Some questions that are interesting, but are out of scope for this project are the the ones below:

* How many job adverts mention a combination of manual and test automation both in their description?
* How many job descriptions mention training / upskilling?
* How many jobs exclusively focus on either manual or automation?

The reason why these problems are out of scope is because the data set used in this project is limited in terms of geographical region. Additionally, for the questions listed above a much larger dataset would be required in order to come up with a sensible analysis. Indeed -- even with a larger dataset -- the work would still be limited to one language, and this excludes analysis from countries such as China or South Korea.

Of course, one can limit the project to a specific language or region, but this kind of project still requires a large dataset that takes into consideration where the jobs are located (rural areas may have less to offer than urban ones), what time period they were posted in as well, what seniority level they address and which area of testing they are focused (e.g. performance testing). The deeper one dives into the topic, the more likely one is to find irregularities and different demands, which would make it difficult to generalise-- at least without performing some thorough analysis using metrics that are performed over a specific length of time. 

Also, the time required to answer such questions would be important as well: technology is in a constant state of flux, and it would be important to analyse job boards throughout a given period, with the focus placed in which areas change is happening the most and keeping an eye on how quickly some trends are growing.

#### Motivation
The motivation behind this specific area of research stems from my job as a QA where I have worked with both automation and manual testing tools. While I personally believe that a good software tester has skills in __[both white box and black box testing](https://www.geeksforgeeks.org/differences-between-black-box-testing-vs-white-box-testing/)__, I am keen to find out what philosophy the job board is leaning towards with data from job boards serving as a good basis for me to embrace this topic on a practical level. 

Moreover, I used to work for a software house that focused on gathering data for recruitment companies. During that time, I used to dabble a bit in job board searches in order to garner what the expectations / trends for software testers were. In fact, some of the observations related to the limits of the project come from direct exposure related to analysing data and working in relation to gathering such data.  

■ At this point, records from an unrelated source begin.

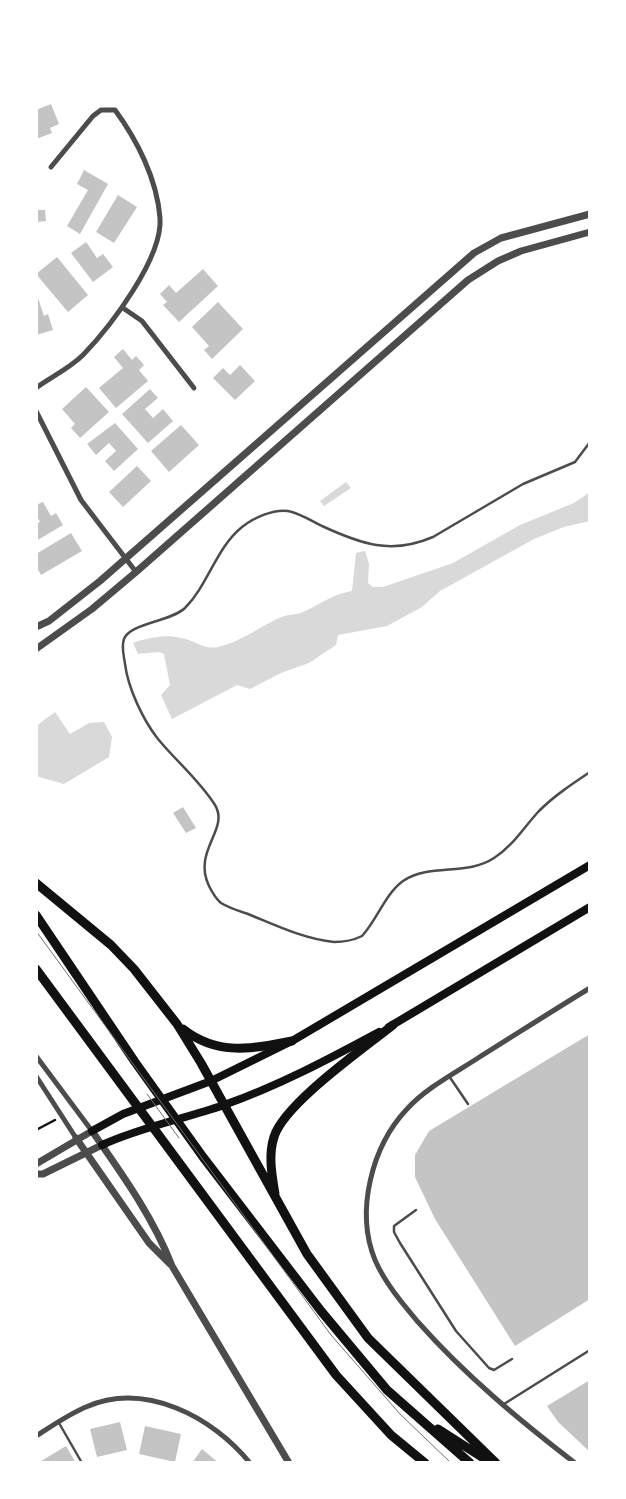 <!DOCTYPE html>
<style>
body{margin:0}
#map{position:relative;width:626px;height:1499px;overflow:hidden;background:#fff;font-family:Literata,serif}
canvas{display:block}
.frame{position:absolute;inset:0;border:38px solid #fff;pointer-events:none}
</style>
<div id="map">
<canvas width="626" height="1499"></canvas>
<div class="frame"></div>
</div>
<script>
const context = document.querySelector('canvas').getContext('2d');
context.lineJoin = 'round';
function fillPath(path, color) { context.fillStyle = color; context.fill(path, 'evenodd'); }
function trace(path, color, width, dash) { context.strokeStyle = color; context.lineWidth = width; context.lineCap = dash ? 'butt' : 'round'; context.setLineDash(dash || []); context.stroke(path); }
fillPath(new Path2D(`
 M 346,482 L 351,488 L 324,506 L 320,501 Z
 M 590,492 L 590,521 L 564,527 L 534,539 L 440,591 L 422,607 L 387,626 L 338,635 L 336,645 L 309,663 L 281,673 L 250,689 L 237,685 L 172,719 L 161,695 L 170,685 L 164,654 L 159,652 L 138,654 L 133,643 C 148,638 165,634 181,638 C 195,640 203,650 218,647 C 242,642 261,625 284,616 C 290,614 297,615 303,612 C 319,605 333,594 352,591 L 356,553 L 365,551 L 369,564 L 368,583 L 373,587 L 383,587 L 453,563 L 520,525 L 574,503 Z
 M 55,712 L 70,734 L 89,723 L 104,722 L 112,737 L 109,757 L 64,784 L 36,776 L 36,726 Z`), '#d9d9d9');
fillPath(new Path2D(`
 M 51,104 L 59,124 L 50,128 L 52,133 L 36,139 L 36,110 Z
 M 84,170 L 108,184 L 80,234 L 67,226 L 88,190 L 77,184 Z
 M 118,195 L 137,207 L 114,243 L 96,232 Z
 M 36,210 L 45,210 L 46,221 L 36,222 Z
 M 86,242 L 97,258 L 103,254 L 113,267 L 93,282 L 71,253 Z
 M 57,257 L 88,295 L 68,312 L 36,274 Z
 M 203,269 L 218,286 L 179,322 L 163,305 L 167,302 L 160,294 L 169,285 L 176,293 Z
 M 36,292 L 44,316 L 48,314 L 53,330 L 36,335 Z
 M 218,302 L 243,329 L 212,359 L 204,350 L 209,346 L 192,327 Z
 M 123,349 L 132,360 L 136,356 L 144,365 L 139,370 L 148,381 L 116,408 L 99,388 L 123,368 L 114,357 Z
 M 240,365 L 255,381 L 235,400 L 213,378 L 223,368 L 230,375 Z
 M 86,387 L 109,412 L 80,438 L 71,428 L 75,424 L 62,409 Z
 M 150,389 L 158,398 L 145,409 L 153,418 L 163,409 L 173,421 L 148,443 L 122,414 Z
 M 115,423 L 138,449 L 114,471 L 105,461 L 116,451 L 109,443 L 96,455 L 87,444 Z
 M 181,425 L 199,445 L 169,472 L 151,451 Z
 M 137,466 L 151,481 L 123,507 L 109,492 Z
 M 43,502 L 51,516 L 56,513 L 63,525 L 36,541 L 36,524 L 40,522 L 36,515 L 36,505 Z
 M 71,533 L 82,551 L 41,575 L 36,566 L 36,554 Z
 M 183,807 L 196,828 L 186,833 L 173,813 Z
 M 590,1034 L 590,1299 L 515,1346 L 435,1219 L 415,1177 L 415,1155 L 429,1131 Z
 M 590,1380 L 590,1452 L 558,1422 L 547,1406 Z
 M 120,1422 L 127,1450 L 97,1457 L 90,1429 Z
 M 145,1426 L 181,1434 L 175,1462 L 139,1454 Z
 M 66,1446 L 76,1463 L 38,1463 L 56,1452 Z
 M 202,1449 L 214,1459 L 220,1463 L 192,1463 Z`), '#c4c4c4');
trace(new Path2D(`
 M 36,1130 L 55,1120`), '#111', 2.5);
trace(new Path2D(`
 M 590,442 L 575,462 L 523,484 L 433,537 C 391,555 361,544 322,526 C 312,521 299,513 288,511 C 273,509 253,518 242,527 C 216,548 208,585 185,608 C 170,622 130,623 124,639 C 121,647 124,656 125,664 C 128,688 143,720 158,739 C 177,762 199,780 215,805 C 230,829 192,851 209,886 C 212,892 216,899 221,903 C 229,908 239,911 248,914 C 275,925 304,939 334,942 C 344,942 354,940 362,936 C 377,920 385,894 403,881 C 430,863 467,876 494,858 C 513,846 524,827 539,811 C 554,796 572,784 590,772
 M 449,1076 L 468,1104
 M 416,1210 L 394,1226 L 394,1232 L 400,1243 L 456,1331 L 489,1368 L 494,1370 L 512,1359
 M 504,1404 L 590,1350
 M 59,1423 L 82,1463`), '#4c4c4c', 2.5);
trace(new Path2D(`
 M 123,308 L 142,321 L 194,388
 M 36,388 C 51,377 70,368 83,355 C 110,327 163,258 160,218 C 157,179 137,140 115,110 L 101,110 L 93,116 L 51,167
 M 36,411 L 81,500 L 136,572
 M 36,1056 L 92,1131
 M 36,1076 L 76,1138
 M 36,1436 C 52,1426 69,1414 86,1407 C 145,1381 213,1417 250,1463
 M 575,1463 C 519,1420 465,1375 418,1322 C 402,1303 385,1283 375,1260 C 355,1211 372,1146 407,1109 C 426,1088 455,1073 478,1058 C 515,1035 552,1011 590,988`), '#4c4c4c', 5);
trace(new Path2D(`
 M 36,627 L 49,621 L 100,581 L 474,253 L 501,238 L 590,214
 M 36,649 L 92,609 L 136,572 L 468,280 L 498,261 L 521,251 L 590,232
 M 76,1138 L 149,1243 L 170,1264
 M 36,1164 L 92,1131 C 122,1174 153,1217 172,1266 L 289,1463
 M 36,1174 L 43,1174 L 102,1145`), '#4c4c4c', 7);
trace(new Path2D(`
 M 389,1027 L 590,907
 M 92,1131 L 123,1114 L 211,1081 L 292,1041 L 590,865
 M 102,1145 C 141,1127 184,1119 224,1105 C 278,1086 329,1059 379,1032`), '#111', 8);
trace(new Path2D(`
 M 36,883 L 111,945 L 134,969 L 177,1024 L 201,1063 L 307,1254 L 368,1338 L 496,1463
 M 36,915 L 135,1062 L 203,1157 L 321,1311 L 387,1390 L 470,1463
 M 36,969 L 336,1375 L 391,1435 L 425,1463
 M 183,1029 C 217,1056 252,1049 292,1041
 M 275,1194 C 272,1176 268,1155 274,1137 C 284,1104 364,1048 393,1025
 M 438,1429 L 488,1461`), '#111', 9);
trace(new Path2D(`
 M 36,931 L 331,1335 L 400,1414 L 451,1463
 M 147,1094 L 179,1138`), '#707070', 1);
</script>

#### Previous Exploration of the Topic 
While __[many articles ](https://www.infoq.com/test-automation/articles/)__ have been and continue to be published on the subject already, I have not seen any students discussing this topic in our university slack channel or express much interest in software testing otherwise. Of interest; however, are the __[annual surveys carried out by Practitest](https://www.practitest.com/qa-learningcenter/webinars/learn-from-2021-state-of-testing/)__ which analyses software testing trends and provides information on its current domain. It showcases the versatility and importance of testing, especially with the rise of AI and larger teams recognising the constant need for quality assurance. 

Outside of the internet, there are __[also many workshops and courses available on automation testing](https://www.theknowledgeacademy.com/courses/automation-and-penetration-testing/fundamentals-of-test-automation-/bristol/)__ with their main focus being upskilling of manual testers, which proves how important automation is as a skill set for budding software testers.  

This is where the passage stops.